Equivalence, and Property Internalization and Preservation for Equational Programs

Abstract

An equational theory \(\mathcal {E}=(\varSigma , E \cup B)\) is an equational program if its equations E, oriented as rewrite rules \(\vec{E}\), are ground convergent modulo axioms B. Its properties are the inductive theorems of the initial algebra \(\mathbb {T}_{\varSigma /E \cup B}\) defined by \((\varSigma , E \cup B)\). Since programs are structured in module hierarchies, checkable syntactic conditions are given to preserve program properties up and/or down such hierarchies. Two equational programs \(\mathcal {E}=(\varSigma , E \cup B)\) and \(\mathcal {E}'=(\varSigma , E' \cup B')\) are equivalent iff they define the same computable functions on the same algebraic data types. Succinct conditions to verify \(\mathcal {E}\) and \(\mathcal {E}'\) equivalent are given. A useful internalization method to extend an equational program \(\mathcal {E}\) into an equivalent one by adding new rewrite rules or structural axioms that are inductive theorems of \(\mathcal {E}\) is also given.

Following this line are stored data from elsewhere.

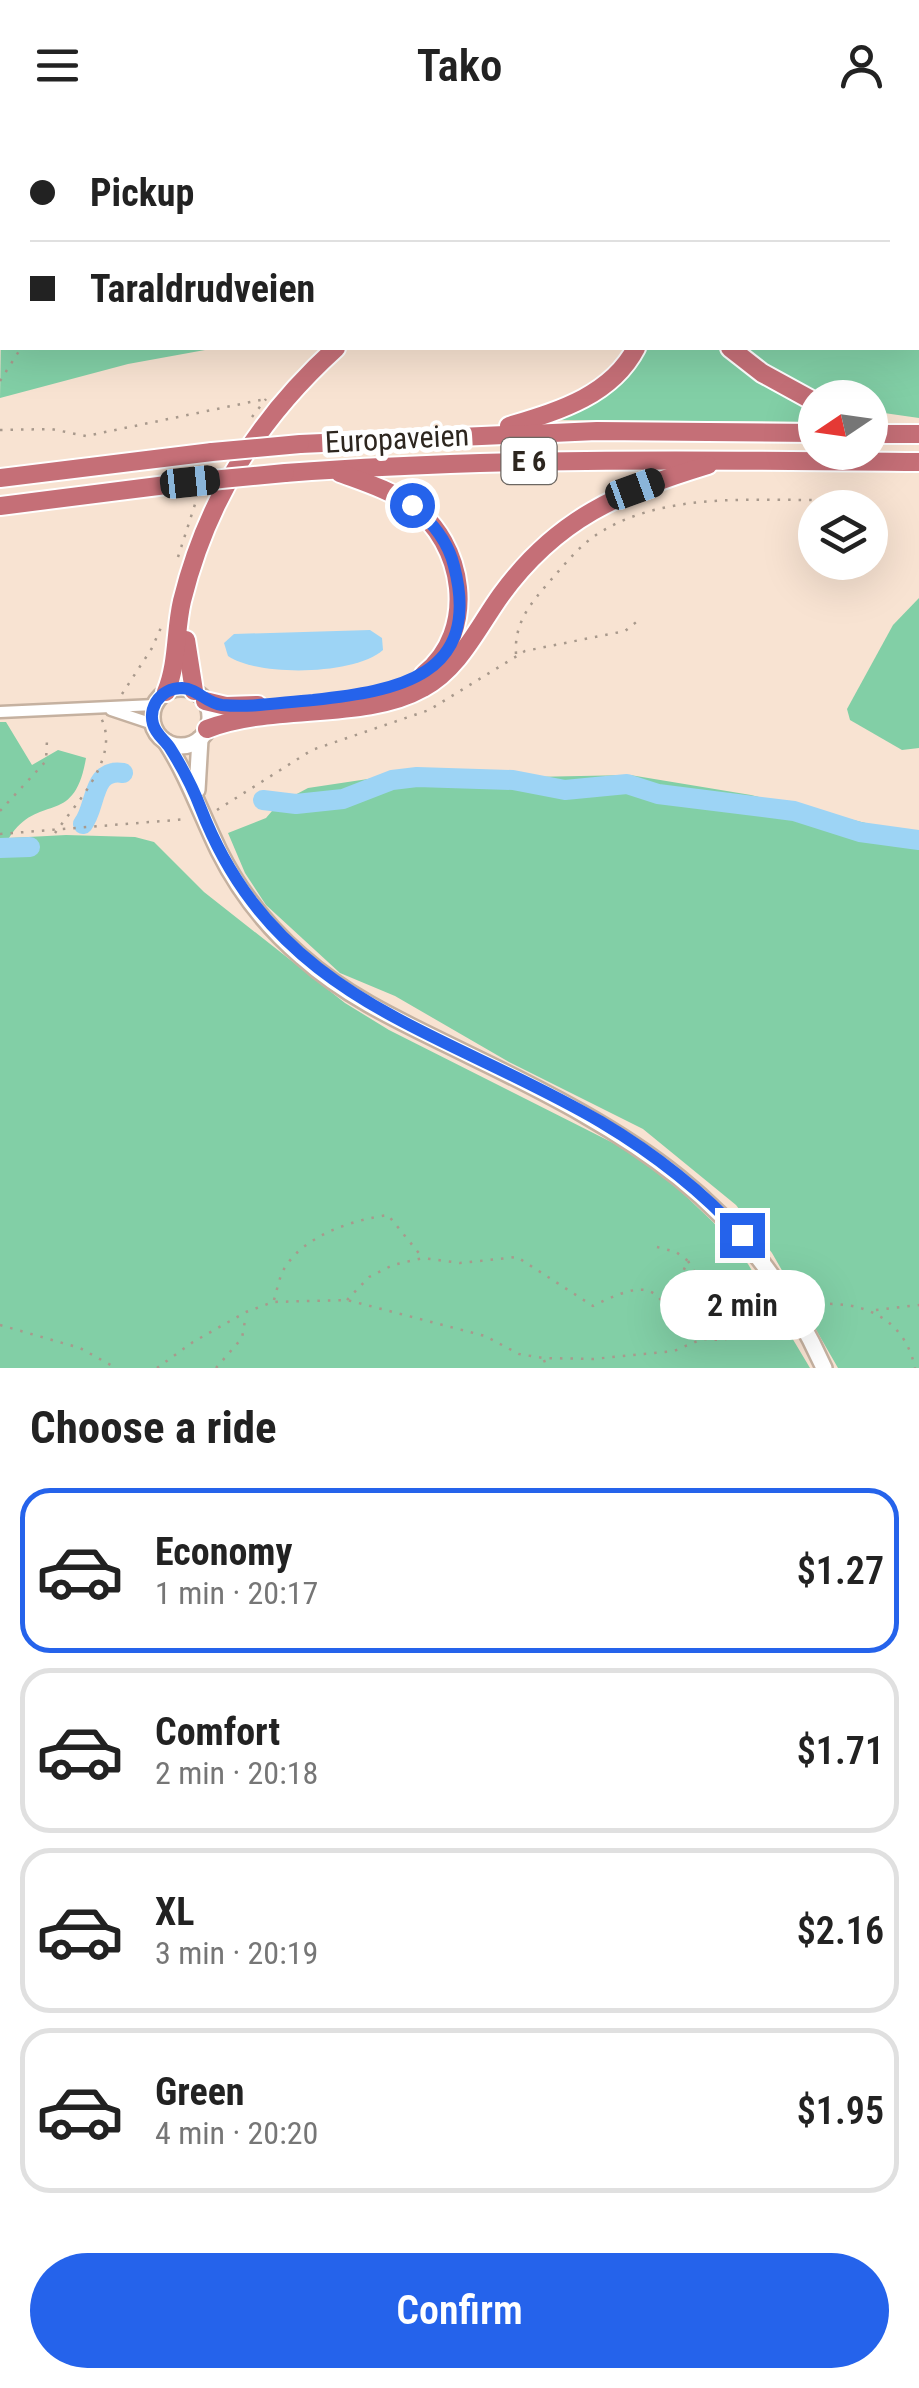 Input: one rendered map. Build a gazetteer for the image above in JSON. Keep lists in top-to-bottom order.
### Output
{
  "streets": {
    "highway": ["Europaveien", "E 6"]
  },
  "crossings": [
    ["Europaveien", "E 6"]
  ],
  "north": "left",
  "page": {
    "header": "Tako",
    "banner": ["Pickup", "Taraldrudveien"],
    "bubble": "2 min",
    "heading": "Choose a ride",
    "list": [
      {
        "name": "Economy",
        "note": "1 min · 20:17",
        "value": "$1.27"
      },
      {
        "name": "Comfort",
        "note": "2 min · 20:18",
        "value": "$1.71"
      },
      {
        "name": "XL",
        "note": "3 min · 20:19",
        "value": "$2.16"
      },
      {
        "name": "Green",
        "note": "4 min · 20:20",
        "value": "$1.95"
      }
    ],
    "buttons": "Confirm"
  }
}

This method can make proofs of program properties simpler and shorter, and offers a new way to prove equational theories ground convergent.

Appendices

\(\text {A}\qquad \) Proofs of Theorems and Lemmas

Proof of Theorem 2.

Proof

First of all, note that, since \(\mathbb {C}_{\varSigma /\vec{E},B}|_{\varOmega ^{+}} = \mathbb {C}_{\varOmega ^{+}/\vec{E}_{\varOmega ^{+}},B_{\varOmega ^{+}}}\) and \(\mathbb {C}_{\varSigma '/\vec{E}',B'}|_{\varOmega '^{+}} = \mathbb {C}_{\varOmega '^{+}/\vec{E'}_{\varOmega '^{+}},B'_{\varOmega '^{+}}}\), the S-sorted function of the unique \(\varSigma \)-homomorphism \(h: \mathbb {C}_{\varSigma /\vec{E},B} \rightarrow \mathbb {C}_{\varSigma '/\vec{E}',B'}|_{\varSigma }\) coincides with the S-sorted function of the unique \(\varOmega ^{+}\)-homomorphism \(h: \mathbb {C}_{\varOmega ^{+}/\vec{E}_{\varOmega ^{+}},B_{\varOmega ^{+}}} \rightarrow \mathbb {C}_{\varOmega '^{+}/\vec{E}'_{\varOmega '^{+}},B'_{\varOmega '^{+}}}|_{\varOmega ^{+}}\). Therefore, in each case (1)–(3) we just need to show that, for each sort \(s \in S\), the function \(h_{s}: C_{\varOmega ^{+}/\vec{E}_{\varOmega ^{+}},B_{\varOmega ^{+}},s} \rightarrow C_{\varOmega '^{+}/\vec{E}'_{\varOmega '^{+}},B'_{\varOmega '^{+}},s}\) is injective, resp. surjective, resp. bijective. Furthermore, since the unique surjective \(\varOmega ^{+}\)-homomorphism \(\mathbb {T}_{\varOmega ^{+}} \rightarrow \mathbb {C}_{\varOmega ^{+}/\vec{E}_{\varOmega ^{+}},B_{\varOmega ^{+}}}\) maps each \(u \in T_{\varOmega ^{+},s}\) to \([u!_{\vec{E}_{\varOmega ^{+}},B_{\varOmega ^{+}}}] \in C_{\varOmega ^{+}/\vec{E}_{\varOmega ^{+}},B_{\varOmega ^{+}},s}\), and the unique \(\varOmega ^{+}\)-homomorphism \(\mathbb {T}_{\varOmega ^{+}} \rightarrow \mathbb {C}_{\varOmega '^{+}/\vec{E}'_{\varOmega '^{+}},B'_{\varOmega '^{+}}}|_{\varOmega ^{+}}\) maps each \(u \in T_{\varOmega ^{+},s}\) to \([u!_{\vec{E}'_{\varOmega '^{+}},B'_{\varOmega '^{+}}}] \in C_{\varOmega '^{+}/\vec{E}'_{\varOmega '^{+}},B'_{\varOmega '^{+}},s}\), by initiality of \(\mathbb {T}_{\varOmega ^{+}}\) \(h_{s}\) must be the function \(h_{s}: C_{\varOmega ^{+}/\vec{E}_{\varOmega ^{+}},B_{\varOmega ^{+}},s} \ni [u!_{\vec{E}_{\varOmega ^{+}},B_{\varOmega ^{+}}}]_{B_{\varOmega ^{+}}} \mapsto [u!_{\vec{E}'_{\varOmega '^{+}},B'_{\varOmega '^{+}}}]_{B'_{\varOmega '^{+}}}\in C_{\varOmega '^{+}/\vec{E}'_{\varOmega '^{+}},B'_{\varOmega '^{+}},s}\).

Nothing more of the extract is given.